** Opening Source information block **
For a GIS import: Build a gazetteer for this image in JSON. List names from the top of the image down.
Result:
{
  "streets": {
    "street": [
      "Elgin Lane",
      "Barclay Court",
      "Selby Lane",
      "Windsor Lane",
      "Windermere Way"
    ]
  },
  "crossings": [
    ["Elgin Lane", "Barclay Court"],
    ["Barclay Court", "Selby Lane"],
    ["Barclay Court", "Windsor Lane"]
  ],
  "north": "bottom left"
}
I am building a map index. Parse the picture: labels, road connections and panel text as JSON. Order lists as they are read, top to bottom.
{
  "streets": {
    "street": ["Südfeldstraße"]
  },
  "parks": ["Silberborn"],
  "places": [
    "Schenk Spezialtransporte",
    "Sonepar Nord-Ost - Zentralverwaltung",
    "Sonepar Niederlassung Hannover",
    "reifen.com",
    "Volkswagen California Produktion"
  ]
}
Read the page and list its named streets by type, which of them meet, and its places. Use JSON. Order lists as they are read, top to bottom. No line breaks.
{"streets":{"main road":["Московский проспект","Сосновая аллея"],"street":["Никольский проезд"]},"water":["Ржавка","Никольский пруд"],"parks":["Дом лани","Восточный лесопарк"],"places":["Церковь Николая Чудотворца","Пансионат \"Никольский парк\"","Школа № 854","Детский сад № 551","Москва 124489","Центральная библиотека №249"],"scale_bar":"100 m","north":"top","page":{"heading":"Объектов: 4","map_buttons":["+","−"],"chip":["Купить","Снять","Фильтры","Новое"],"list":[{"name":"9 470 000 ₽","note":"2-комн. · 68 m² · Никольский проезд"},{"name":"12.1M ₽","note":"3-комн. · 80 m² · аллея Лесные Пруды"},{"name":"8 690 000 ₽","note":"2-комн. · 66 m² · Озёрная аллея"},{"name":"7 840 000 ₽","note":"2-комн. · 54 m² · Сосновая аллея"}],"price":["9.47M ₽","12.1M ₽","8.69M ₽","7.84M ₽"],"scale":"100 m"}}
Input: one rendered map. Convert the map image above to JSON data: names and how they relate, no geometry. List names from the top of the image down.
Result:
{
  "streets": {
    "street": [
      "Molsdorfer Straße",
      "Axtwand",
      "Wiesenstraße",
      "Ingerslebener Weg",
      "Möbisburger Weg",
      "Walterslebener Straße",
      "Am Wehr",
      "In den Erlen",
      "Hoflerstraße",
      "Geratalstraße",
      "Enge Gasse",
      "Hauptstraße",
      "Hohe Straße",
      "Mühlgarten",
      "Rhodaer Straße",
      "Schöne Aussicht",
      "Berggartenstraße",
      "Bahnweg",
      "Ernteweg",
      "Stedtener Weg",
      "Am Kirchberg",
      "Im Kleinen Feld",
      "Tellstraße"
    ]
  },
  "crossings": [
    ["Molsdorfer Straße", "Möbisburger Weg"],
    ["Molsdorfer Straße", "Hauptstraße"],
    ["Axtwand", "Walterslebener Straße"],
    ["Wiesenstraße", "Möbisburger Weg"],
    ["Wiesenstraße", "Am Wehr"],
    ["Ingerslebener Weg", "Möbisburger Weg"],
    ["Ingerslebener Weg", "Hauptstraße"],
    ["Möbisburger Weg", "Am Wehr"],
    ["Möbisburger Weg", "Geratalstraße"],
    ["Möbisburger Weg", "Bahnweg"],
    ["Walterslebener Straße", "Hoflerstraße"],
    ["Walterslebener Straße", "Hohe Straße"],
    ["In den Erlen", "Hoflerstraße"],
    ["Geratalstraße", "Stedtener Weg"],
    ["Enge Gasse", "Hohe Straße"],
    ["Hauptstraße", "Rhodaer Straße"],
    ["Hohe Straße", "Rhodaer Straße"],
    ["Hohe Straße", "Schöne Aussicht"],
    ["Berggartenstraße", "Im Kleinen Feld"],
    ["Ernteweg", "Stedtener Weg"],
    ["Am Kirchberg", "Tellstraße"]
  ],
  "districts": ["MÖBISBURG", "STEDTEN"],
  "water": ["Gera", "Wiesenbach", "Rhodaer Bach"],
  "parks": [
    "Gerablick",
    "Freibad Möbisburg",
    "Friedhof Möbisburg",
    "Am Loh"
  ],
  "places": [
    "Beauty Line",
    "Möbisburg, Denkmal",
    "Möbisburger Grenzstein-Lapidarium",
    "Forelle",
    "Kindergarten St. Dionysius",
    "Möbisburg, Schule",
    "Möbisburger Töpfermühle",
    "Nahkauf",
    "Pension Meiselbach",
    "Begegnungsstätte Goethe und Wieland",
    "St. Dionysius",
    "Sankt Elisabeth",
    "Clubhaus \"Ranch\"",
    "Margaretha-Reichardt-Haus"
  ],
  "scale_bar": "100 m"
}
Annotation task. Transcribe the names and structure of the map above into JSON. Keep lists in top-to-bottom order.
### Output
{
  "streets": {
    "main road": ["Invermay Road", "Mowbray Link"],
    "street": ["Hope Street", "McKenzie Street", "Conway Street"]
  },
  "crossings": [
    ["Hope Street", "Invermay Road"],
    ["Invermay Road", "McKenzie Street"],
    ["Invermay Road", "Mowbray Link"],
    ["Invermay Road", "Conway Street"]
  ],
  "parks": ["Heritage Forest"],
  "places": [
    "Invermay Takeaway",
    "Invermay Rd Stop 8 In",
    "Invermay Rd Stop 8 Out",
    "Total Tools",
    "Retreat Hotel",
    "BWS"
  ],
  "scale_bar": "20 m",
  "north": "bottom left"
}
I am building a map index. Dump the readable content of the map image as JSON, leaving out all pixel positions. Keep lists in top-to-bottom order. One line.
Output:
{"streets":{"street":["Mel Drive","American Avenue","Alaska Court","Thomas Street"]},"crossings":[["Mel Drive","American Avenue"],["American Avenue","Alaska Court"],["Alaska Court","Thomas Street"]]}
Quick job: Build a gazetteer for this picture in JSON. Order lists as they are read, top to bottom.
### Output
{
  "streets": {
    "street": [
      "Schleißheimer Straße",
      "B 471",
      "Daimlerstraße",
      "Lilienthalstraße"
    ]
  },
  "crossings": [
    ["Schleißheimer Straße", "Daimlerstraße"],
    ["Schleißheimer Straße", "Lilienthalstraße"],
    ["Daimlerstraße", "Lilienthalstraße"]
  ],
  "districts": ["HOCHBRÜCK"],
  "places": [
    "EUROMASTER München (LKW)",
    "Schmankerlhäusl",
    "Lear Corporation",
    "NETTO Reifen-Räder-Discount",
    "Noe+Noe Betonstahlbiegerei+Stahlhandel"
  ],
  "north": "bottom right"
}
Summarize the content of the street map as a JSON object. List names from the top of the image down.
** Closing Source information block **
Task directions »
In the records above, some lines may contain the word "content"; copy every one of them.

Response to the exercise »
I am building a map index. Dump the readable content of the map image as JSON, leaving out all pixel positions. Keep lists in top-to-bottom order. One line.
Summarize the content of the street map as a JSON object. List names from the top of the image down.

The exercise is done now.